▸ Data to examine:
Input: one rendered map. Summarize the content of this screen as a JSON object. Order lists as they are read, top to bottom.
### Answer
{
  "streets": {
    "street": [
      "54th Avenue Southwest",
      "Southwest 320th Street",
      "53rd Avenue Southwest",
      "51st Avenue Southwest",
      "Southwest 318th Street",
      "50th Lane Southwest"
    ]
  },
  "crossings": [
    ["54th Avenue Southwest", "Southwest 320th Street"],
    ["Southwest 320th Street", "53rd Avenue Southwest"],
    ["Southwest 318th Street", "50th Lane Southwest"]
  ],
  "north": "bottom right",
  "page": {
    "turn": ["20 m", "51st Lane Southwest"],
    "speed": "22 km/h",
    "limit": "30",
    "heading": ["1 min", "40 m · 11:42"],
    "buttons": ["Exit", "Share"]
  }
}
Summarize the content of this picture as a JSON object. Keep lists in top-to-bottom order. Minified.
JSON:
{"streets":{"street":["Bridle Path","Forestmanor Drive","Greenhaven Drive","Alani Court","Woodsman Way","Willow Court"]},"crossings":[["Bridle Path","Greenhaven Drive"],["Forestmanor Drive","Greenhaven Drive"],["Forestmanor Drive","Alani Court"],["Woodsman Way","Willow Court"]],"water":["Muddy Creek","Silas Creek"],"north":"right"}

▸ About this exercise:
Wherever the string "lists" is found in the listing above, copy the line that contains it.

▸ Answer space:
Input: one rendered map. Summarize the content of this screen as a JSON object. Order lists as they are read, top to bottom.
Summarize the content of this picture as a JSON object. Keep lists in top-to-bottom order. Minified.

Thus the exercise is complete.